Avant de rejoindre les quelque 600 maires avec lesquels il devait donner le coup d’envoi de deux mois de «grand débat national» à Grand Bourgtheroulde (Eure), Emmanuel Macron s’est invité mardi matin à la table du conseil municipal de Gasny, petit bourg de la vallée de Seine. Les conseillers municipaux n’ont découvert qu’au dernier moment la présence de cet invité surprise, accompagné de son ministre des Collectivités, Sébastien Lecornu, ancien président du département.

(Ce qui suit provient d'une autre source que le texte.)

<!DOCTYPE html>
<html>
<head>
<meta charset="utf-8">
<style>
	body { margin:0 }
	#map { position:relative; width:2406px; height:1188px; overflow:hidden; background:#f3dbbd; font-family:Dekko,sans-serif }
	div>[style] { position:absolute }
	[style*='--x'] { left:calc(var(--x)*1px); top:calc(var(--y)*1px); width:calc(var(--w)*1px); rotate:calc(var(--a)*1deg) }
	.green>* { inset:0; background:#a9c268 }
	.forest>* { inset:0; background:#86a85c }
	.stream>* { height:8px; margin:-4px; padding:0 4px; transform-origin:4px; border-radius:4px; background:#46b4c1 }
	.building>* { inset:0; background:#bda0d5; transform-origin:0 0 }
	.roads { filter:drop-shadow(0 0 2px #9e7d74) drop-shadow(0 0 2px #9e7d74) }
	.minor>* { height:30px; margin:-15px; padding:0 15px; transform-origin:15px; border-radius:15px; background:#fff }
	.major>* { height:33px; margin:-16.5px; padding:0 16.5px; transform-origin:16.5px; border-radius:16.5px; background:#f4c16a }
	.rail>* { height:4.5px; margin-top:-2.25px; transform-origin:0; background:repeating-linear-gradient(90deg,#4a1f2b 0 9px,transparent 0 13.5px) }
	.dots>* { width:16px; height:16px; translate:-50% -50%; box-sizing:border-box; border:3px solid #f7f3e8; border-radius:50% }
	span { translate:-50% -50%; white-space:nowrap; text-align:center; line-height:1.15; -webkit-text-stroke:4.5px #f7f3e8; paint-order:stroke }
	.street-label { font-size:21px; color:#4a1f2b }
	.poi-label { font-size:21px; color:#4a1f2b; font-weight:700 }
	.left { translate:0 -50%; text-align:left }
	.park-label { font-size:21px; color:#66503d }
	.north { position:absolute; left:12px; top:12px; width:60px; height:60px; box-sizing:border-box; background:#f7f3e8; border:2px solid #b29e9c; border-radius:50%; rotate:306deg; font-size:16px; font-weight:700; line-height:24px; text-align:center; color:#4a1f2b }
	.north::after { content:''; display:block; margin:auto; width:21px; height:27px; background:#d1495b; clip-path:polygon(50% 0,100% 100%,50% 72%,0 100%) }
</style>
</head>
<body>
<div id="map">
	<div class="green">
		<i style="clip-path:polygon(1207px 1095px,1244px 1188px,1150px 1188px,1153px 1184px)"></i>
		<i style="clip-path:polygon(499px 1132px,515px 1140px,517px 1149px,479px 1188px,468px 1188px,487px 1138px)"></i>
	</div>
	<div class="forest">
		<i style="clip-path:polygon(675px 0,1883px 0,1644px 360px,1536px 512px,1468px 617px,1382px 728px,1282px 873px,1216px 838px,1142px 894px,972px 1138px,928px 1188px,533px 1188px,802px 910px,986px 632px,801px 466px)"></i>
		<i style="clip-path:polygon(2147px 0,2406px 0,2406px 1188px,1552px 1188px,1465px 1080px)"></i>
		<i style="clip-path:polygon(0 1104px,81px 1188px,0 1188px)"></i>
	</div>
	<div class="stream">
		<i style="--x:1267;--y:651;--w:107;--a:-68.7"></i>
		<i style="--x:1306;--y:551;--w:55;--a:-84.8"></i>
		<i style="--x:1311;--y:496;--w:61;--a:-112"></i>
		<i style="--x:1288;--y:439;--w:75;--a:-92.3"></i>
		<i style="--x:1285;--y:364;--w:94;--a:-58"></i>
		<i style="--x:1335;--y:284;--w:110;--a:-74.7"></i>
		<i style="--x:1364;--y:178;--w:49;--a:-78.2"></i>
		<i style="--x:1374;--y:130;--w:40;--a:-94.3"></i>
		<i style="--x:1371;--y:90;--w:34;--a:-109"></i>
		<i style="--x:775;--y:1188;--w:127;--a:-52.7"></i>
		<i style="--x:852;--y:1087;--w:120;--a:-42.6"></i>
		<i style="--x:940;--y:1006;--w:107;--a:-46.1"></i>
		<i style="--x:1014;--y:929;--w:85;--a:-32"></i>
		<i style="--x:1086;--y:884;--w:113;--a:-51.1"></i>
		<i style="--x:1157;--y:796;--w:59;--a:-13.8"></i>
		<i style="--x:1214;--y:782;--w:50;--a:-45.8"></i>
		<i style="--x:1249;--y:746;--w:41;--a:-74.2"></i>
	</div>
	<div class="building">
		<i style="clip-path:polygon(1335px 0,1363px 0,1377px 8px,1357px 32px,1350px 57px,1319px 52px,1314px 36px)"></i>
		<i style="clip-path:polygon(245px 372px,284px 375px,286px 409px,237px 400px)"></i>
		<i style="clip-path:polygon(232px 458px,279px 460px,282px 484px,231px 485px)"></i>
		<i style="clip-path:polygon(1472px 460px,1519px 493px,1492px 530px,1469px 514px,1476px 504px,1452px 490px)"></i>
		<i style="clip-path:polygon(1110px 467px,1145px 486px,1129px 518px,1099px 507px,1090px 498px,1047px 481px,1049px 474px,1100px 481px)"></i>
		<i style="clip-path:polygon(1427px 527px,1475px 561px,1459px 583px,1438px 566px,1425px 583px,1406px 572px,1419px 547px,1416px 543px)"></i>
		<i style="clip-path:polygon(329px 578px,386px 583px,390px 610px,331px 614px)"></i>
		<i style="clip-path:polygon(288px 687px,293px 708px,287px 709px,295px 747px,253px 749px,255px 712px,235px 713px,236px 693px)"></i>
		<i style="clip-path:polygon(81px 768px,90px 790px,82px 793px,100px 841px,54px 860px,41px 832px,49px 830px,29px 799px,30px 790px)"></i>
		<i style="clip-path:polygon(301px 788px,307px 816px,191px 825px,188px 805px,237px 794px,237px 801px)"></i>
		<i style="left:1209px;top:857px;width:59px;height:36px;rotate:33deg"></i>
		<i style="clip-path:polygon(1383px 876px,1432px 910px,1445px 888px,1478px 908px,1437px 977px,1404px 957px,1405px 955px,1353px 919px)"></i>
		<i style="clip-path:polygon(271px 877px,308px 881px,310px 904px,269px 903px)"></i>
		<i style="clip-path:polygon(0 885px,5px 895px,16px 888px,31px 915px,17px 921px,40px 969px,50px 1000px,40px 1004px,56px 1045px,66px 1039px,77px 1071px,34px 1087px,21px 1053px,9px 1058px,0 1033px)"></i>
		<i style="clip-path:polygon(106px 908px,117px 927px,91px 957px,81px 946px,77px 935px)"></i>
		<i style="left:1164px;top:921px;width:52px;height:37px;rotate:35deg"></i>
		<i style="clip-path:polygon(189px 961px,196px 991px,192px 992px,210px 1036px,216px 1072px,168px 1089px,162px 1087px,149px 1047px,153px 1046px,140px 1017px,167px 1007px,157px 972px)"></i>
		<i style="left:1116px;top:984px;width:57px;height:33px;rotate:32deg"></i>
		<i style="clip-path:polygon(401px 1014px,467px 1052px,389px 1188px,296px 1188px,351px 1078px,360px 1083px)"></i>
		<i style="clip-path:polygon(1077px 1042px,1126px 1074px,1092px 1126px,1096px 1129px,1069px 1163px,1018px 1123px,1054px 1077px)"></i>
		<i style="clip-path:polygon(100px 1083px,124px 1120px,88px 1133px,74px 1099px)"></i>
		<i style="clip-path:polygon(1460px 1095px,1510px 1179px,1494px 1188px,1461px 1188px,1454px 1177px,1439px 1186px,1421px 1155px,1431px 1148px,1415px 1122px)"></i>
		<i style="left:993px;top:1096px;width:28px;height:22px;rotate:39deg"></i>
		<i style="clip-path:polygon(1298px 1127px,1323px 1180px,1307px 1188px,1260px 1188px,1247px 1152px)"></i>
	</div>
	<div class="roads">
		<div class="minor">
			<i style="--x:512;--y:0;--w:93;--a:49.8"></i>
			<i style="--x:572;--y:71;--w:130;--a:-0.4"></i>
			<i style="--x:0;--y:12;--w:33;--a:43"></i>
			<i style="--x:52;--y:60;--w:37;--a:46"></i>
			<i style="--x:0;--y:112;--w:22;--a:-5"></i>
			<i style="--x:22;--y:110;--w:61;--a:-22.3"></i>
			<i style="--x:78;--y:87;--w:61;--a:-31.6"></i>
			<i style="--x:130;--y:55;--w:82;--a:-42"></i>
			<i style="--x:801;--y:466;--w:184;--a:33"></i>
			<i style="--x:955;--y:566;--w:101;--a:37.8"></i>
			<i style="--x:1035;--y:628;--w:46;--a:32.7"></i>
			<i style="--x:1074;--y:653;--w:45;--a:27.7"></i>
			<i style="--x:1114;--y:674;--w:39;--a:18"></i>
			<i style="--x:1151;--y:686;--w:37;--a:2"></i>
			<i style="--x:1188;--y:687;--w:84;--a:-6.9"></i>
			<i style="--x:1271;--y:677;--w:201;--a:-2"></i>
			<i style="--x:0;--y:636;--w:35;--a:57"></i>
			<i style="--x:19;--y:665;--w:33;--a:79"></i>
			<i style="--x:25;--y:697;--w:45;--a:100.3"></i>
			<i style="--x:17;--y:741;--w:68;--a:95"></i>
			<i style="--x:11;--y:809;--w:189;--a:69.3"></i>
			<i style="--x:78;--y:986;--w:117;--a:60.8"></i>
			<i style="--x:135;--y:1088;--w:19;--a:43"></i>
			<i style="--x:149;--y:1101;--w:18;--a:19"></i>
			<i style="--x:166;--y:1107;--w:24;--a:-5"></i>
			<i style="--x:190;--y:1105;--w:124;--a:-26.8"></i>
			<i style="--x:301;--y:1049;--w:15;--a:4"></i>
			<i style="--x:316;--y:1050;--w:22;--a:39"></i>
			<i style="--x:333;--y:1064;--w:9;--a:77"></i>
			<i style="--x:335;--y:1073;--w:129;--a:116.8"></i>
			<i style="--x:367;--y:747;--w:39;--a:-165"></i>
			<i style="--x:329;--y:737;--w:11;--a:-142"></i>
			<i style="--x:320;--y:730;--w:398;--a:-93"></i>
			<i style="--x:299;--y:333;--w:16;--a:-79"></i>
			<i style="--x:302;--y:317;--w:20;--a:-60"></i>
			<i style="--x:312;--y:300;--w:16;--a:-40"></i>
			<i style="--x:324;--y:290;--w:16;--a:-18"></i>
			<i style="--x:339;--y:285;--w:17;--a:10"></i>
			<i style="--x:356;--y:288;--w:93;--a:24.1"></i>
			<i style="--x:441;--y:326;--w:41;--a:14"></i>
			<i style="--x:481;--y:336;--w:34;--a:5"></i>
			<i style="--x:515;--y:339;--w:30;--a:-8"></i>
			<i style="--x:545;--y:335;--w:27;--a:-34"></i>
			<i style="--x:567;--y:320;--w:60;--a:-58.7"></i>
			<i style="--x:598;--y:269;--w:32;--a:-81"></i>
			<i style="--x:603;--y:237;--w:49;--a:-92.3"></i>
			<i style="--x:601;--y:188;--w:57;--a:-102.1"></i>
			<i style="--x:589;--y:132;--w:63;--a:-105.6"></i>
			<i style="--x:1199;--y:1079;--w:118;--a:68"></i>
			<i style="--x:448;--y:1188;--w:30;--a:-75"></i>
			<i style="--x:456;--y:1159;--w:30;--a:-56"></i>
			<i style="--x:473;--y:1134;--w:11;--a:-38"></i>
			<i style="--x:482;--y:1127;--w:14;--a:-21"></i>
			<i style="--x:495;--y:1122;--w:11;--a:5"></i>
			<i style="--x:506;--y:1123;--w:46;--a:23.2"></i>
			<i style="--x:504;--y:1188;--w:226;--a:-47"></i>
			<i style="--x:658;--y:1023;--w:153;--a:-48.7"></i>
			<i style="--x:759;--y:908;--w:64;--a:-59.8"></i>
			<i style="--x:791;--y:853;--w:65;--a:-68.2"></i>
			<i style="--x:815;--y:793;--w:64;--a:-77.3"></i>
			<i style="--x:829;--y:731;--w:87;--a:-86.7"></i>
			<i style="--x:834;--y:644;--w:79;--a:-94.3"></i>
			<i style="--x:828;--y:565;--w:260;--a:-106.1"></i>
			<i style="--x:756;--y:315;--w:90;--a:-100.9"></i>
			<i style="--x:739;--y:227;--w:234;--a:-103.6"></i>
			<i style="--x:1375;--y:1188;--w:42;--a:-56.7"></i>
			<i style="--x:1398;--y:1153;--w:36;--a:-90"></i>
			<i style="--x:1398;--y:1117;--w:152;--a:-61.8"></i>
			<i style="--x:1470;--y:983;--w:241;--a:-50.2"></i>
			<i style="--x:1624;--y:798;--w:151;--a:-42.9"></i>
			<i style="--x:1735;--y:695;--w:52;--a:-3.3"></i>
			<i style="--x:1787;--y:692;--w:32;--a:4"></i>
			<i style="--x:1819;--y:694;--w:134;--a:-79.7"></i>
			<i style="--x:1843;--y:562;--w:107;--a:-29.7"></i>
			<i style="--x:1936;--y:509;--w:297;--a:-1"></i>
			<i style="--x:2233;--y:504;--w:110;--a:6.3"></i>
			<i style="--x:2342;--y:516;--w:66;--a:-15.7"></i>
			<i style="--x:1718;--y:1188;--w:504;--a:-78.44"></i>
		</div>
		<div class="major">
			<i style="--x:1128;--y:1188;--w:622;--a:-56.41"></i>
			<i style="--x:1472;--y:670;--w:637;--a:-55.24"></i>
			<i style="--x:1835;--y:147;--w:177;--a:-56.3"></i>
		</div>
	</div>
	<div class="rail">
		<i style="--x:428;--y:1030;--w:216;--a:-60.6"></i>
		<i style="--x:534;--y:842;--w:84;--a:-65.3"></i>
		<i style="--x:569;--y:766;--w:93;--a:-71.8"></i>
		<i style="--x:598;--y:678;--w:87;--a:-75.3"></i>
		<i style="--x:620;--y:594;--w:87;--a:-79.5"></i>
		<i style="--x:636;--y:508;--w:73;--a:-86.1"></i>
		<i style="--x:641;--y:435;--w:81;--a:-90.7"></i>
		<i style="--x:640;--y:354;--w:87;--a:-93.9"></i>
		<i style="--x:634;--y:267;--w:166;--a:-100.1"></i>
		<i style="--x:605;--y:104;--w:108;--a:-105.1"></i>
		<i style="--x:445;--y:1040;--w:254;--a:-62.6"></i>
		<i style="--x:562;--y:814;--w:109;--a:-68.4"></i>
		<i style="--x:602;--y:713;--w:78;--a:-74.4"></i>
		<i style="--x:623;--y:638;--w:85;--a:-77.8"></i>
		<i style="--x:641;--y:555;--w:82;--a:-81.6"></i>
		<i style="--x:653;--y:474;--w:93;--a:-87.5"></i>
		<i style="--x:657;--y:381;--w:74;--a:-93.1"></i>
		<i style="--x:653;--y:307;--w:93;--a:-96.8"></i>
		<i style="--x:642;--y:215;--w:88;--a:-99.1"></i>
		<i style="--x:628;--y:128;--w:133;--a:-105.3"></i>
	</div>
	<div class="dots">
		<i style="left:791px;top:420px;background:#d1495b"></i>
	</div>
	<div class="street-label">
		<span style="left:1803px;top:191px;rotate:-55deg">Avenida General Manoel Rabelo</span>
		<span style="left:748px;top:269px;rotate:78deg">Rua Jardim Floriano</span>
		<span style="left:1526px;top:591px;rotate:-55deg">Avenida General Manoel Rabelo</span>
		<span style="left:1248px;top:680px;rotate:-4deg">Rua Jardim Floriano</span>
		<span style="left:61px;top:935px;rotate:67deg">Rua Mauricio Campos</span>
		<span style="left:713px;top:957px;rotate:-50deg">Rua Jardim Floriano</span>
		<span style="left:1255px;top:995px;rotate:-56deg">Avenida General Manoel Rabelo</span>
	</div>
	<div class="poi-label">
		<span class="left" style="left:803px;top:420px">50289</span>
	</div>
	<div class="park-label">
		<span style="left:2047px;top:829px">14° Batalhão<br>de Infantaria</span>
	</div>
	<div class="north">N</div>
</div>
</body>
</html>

Un peu troublé selon son propre aveu, le maire Pascal Jolly a brièvement tenté de dérouler son ordre du jour – «Nous allons parler de la salle des fêtes, pour son bilan énergétique» – avant de se tourner vers le chef de l'Etat. «Il faut améliorer le statut de l'élu», notamment pour ceux qui, comme lui, ont une activité professionnelle. A la suite du maire, plusieurs élus de cette commune ont exposé de vive voix des difficultés assez représentatives de celles qu'expriment les Français dans les cahiers de doléances. L'un d'eux a d'ailleurs salué les gilets jaunes, «une bonne chose pour la démocratie», preuve que «les Français ne se désintéressent pas de la vie politique».

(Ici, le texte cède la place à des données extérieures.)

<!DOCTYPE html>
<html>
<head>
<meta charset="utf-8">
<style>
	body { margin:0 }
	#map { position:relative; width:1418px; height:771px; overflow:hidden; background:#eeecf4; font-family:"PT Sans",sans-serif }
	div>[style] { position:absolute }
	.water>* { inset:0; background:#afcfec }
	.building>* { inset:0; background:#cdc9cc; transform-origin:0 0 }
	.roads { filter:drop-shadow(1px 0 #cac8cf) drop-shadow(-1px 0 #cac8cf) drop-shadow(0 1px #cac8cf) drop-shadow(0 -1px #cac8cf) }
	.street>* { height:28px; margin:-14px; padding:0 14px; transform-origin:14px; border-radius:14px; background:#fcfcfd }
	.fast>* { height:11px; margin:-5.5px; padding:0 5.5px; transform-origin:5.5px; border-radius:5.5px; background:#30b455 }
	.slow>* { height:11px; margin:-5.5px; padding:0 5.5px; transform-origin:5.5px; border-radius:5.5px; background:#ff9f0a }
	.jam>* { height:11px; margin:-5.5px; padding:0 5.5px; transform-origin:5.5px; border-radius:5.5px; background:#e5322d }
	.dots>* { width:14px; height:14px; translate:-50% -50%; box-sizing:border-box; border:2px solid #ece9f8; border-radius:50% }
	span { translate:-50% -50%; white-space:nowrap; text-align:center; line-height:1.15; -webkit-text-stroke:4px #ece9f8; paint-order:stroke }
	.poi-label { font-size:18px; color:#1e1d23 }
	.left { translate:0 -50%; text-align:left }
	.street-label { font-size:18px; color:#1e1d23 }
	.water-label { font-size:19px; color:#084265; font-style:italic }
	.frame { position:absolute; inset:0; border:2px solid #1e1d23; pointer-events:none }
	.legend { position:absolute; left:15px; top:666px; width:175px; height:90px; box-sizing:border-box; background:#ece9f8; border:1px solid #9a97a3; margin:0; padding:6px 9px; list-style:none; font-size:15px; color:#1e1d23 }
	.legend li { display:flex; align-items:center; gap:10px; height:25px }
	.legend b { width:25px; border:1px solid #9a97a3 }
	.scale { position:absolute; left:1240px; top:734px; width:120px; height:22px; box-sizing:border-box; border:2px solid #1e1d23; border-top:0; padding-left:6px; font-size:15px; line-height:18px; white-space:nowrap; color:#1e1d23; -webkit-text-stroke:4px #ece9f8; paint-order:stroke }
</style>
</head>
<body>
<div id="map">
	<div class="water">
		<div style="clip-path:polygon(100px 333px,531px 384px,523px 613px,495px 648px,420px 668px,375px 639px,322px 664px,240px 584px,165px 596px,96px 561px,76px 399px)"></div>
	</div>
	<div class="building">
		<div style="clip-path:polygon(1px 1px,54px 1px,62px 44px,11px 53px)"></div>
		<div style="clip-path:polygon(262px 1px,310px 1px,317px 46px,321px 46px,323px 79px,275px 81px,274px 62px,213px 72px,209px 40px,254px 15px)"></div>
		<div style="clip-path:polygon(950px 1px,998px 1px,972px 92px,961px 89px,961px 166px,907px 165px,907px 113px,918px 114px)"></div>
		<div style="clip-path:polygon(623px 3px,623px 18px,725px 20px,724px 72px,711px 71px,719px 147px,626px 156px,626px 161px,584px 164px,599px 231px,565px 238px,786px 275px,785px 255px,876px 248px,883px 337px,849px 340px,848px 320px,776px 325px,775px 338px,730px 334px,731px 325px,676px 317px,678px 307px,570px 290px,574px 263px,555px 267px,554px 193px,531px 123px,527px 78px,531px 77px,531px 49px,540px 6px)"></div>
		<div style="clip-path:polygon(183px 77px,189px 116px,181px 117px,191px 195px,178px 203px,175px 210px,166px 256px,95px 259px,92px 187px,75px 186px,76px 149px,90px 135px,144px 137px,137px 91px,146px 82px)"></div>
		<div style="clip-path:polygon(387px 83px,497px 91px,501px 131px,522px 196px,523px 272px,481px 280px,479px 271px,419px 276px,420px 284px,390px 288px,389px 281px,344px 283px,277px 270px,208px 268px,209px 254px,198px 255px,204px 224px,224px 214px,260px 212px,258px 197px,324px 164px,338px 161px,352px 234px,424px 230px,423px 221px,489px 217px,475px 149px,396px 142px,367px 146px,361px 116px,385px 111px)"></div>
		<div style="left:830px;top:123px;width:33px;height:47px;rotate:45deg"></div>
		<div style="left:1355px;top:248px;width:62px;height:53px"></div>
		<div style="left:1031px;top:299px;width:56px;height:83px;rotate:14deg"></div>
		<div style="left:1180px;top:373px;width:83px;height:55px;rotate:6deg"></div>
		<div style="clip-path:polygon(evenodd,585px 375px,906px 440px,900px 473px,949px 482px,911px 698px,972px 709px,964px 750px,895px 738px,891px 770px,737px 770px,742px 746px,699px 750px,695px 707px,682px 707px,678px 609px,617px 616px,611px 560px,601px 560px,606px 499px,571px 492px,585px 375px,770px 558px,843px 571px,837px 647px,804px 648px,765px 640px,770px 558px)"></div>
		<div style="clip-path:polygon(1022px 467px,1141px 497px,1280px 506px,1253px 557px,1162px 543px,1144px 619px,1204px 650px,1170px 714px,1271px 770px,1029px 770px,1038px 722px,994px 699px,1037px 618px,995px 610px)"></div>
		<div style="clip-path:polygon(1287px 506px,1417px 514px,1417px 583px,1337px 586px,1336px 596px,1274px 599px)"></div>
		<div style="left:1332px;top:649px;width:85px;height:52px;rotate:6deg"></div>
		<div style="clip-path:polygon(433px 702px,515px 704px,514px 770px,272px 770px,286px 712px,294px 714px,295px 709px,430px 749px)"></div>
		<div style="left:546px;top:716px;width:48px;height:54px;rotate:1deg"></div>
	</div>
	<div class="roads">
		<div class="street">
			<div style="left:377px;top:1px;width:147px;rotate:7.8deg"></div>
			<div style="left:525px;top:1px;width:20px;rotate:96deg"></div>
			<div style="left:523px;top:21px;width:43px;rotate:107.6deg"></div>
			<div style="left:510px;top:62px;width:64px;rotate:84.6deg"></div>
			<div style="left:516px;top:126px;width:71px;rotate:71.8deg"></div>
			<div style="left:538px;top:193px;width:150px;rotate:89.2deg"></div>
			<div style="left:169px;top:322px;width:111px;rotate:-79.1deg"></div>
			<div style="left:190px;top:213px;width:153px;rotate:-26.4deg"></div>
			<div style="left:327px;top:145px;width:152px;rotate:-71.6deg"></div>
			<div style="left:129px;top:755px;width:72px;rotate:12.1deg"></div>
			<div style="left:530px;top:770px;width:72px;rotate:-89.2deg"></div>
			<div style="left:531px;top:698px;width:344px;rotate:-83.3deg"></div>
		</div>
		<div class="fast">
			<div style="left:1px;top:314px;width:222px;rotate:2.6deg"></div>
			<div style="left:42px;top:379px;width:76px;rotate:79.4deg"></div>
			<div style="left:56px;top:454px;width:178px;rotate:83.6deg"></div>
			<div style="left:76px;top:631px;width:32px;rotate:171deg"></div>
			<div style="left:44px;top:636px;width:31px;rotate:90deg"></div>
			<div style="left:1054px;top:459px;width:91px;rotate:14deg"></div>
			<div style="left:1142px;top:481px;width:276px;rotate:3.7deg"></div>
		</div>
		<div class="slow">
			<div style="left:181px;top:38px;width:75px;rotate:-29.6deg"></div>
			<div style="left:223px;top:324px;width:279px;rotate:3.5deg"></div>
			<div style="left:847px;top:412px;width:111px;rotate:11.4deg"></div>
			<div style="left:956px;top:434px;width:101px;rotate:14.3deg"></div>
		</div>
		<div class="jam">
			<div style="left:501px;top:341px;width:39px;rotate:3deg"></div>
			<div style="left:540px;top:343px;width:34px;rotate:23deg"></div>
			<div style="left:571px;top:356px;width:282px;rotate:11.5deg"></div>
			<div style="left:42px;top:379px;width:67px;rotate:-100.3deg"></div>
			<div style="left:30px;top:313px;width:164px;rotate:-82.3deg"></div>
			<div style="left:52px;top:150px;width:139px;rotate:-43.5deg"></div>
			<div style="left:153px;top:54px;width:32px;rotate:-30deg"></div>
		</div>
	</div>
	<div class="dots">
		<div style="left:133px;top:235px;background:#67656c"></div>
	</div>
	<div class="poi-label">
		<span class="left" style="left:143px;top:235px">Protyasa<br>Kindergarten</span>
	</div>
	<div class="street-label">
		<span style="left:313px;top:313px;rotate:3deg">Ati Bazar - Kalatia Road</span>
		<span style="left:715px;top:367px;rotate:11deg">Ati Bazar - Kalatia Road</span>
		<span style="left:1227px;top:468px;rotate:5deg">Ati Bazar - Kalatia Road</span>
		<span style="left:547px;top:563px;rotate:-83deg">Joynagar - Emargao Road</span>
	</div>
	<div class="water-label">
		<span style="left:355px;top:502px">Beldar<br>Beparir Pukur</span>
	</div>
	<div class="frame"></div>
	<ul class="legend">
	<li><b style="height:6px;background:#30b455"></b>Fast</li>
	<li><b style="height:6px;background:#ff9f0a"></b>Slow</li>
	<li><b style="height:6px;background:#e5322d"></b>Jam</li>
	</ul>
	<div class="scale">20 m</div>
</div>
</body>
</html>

«La vie ne reprendra pas son cours»
Après avoir sagement écouté, comme il s'appliquera à le faire tout au long de cette journée, Macron a répondu point par point, tantôt pour défendre ses réformes, tantôt pour assurer qu'il «entendait» bien les messages qui lui étaient adressés, rodant les arguments qu'il allait développer dans l'après-midi à Bourgtheroulde. Les gilets jaunes ? Le chef de l'Etat jure qu'il ne mise pas sur «la fatigue» du mouvement : «La vie ne reprendra pas son cours. C'est une chance pour qu'on puisse réagir plus fort et plus profondément.» Au pays des Lumières et de la Révolution, ce n'est rien moins qu'une «réinvention» de la démocratie qui se joue, a-t-il proclamé devant les conseillers municipaux de Gasny.
A cette prophétie, Macron a ajouté un éloge de la démocratie représentative à laquelle il s'est dit «très attaché». Ladite démocratie ne saurait se satisfaire, a-t-il ajouté, d'un «face à face entre ceux qui profiteraient d'un côté et ceux qui seraient les vaches à lait de l'autre». Devant des élus sensibles aux colères de la classe moyenne, il a expliqué qu'un «travail très fin» devait permettre de davantage responsabiliser «les gens en situation de difficulté»… «car il y en a qui font bien et il y en a qui déconnent», a-t-il cru bon de faire remarquer au passage. Glissée d'un ton complice dans le huis clos d'un conseil municipal, cette parenthèse a aussitôt été condamnée par l'opposition qui y a vu une nouvelle provocation du président désolé du «pognon de dingue» englouti dans les dépenses sociales. Le patron du PS, Olivier Faure, a illico dénoncé ce «président [qui] n'a rien compris», pointant combien «sa façon de jeter en pâture les plus faibles est insupportable».